Page 44 of Up In Smoke

“She's been sitting there trying to figure out how to do her job if she's permanently blind. You need to tell her she's going to be okay!”

“Well, I can't promise anything,” the doctor replied, a small frown on his face.

“But you can tell her the statistics. When's the last time you saw someone who had their eyes damaged by smoke who didn't regain at least most of their vision relatively quickly?” Luke was angry now. How long had she been sitting here thinking that she might be permanently blind?
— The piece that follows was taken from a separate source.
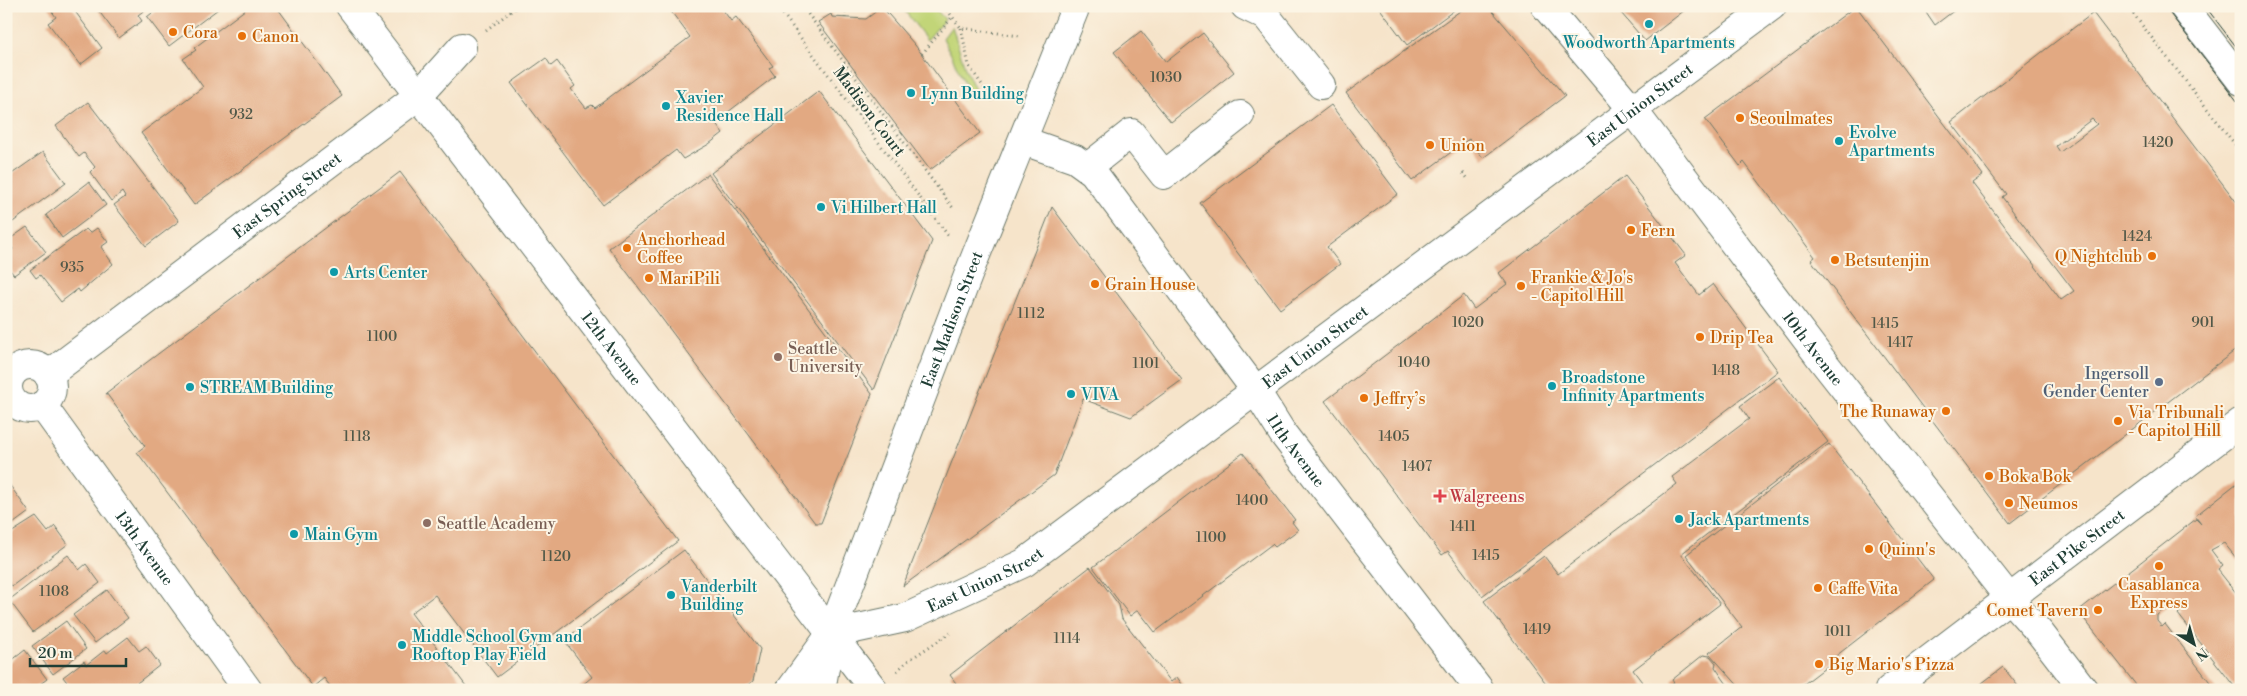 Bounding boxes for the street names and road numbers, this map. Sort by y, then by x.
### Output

They hadn’t let him in until just then, and even then, they hadn’t really ‘let’ him in. He’d simply overheard the doctor from the hallway and had enough.
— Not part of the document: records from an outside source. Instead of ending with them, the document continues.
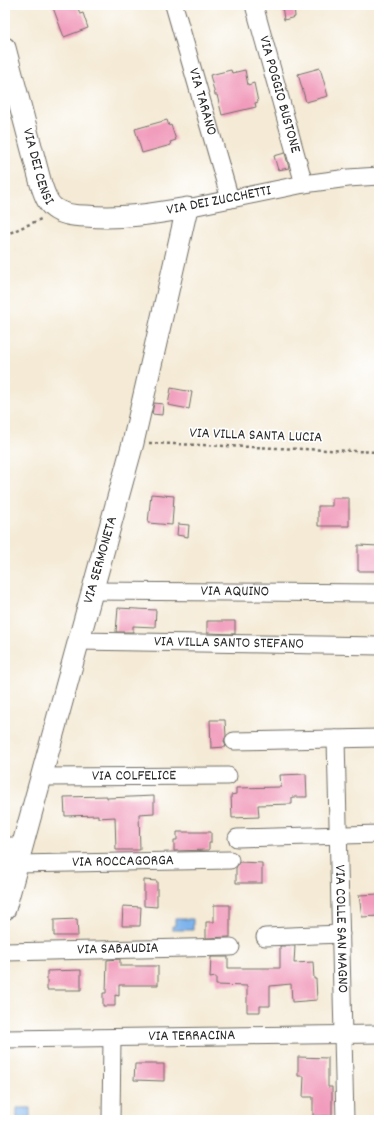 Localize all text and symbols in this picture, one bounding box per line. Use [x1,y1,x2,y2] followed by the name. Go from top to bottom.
[252,33,306,156] street label: VIA POGGIO BUSTONE
[182,66,222,138] street label: VIA TARANO
[16,126,59,210] street label: VIA DEI CENSI
[165,180,273,222] street label: VIA DEI ZUCCHETTI
[189,423,323,449] street label: VIA VILLA SANTA LUCIA
[78,514,124,606] street label: VIA SERMONETA
[201,581,269,603] street label: VIA AQUINO
[154,631,304,656] street label: VIA VILLA SANTO STEFANO
[92,765,176,788] street label: VIA COLFELICE
[72,850,174,874] street label: VIA ROCCAGORGA
[328,865,353,993] street label: VIA COLLE SAN MAGNO
[77,938,159,961] street label: VIA SABAUDIA
[148,1025,236,1048] street label: VIA TERRACINA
The doctors had likely been giving her this “we can't tell you anything” line since she’d arrived a few hours ago. Without her eyes or her phone or precious library, she wouldn't have been able to find the information for herself. Because Lord knows if she had any tools she would have found everything she needed in a heartbeat.

“Thank you, Luke.” She turned to face him despite the bandages over her eyes. “I'll be okay.”

“Yes, you will,” he replied, coming and sitting on the edge of the bed with her so she could feel him close. The doctor frowned at him again, but Luke frowned back harder. This time he asked. “When do you expect to take the bandages off to check her eyesight?”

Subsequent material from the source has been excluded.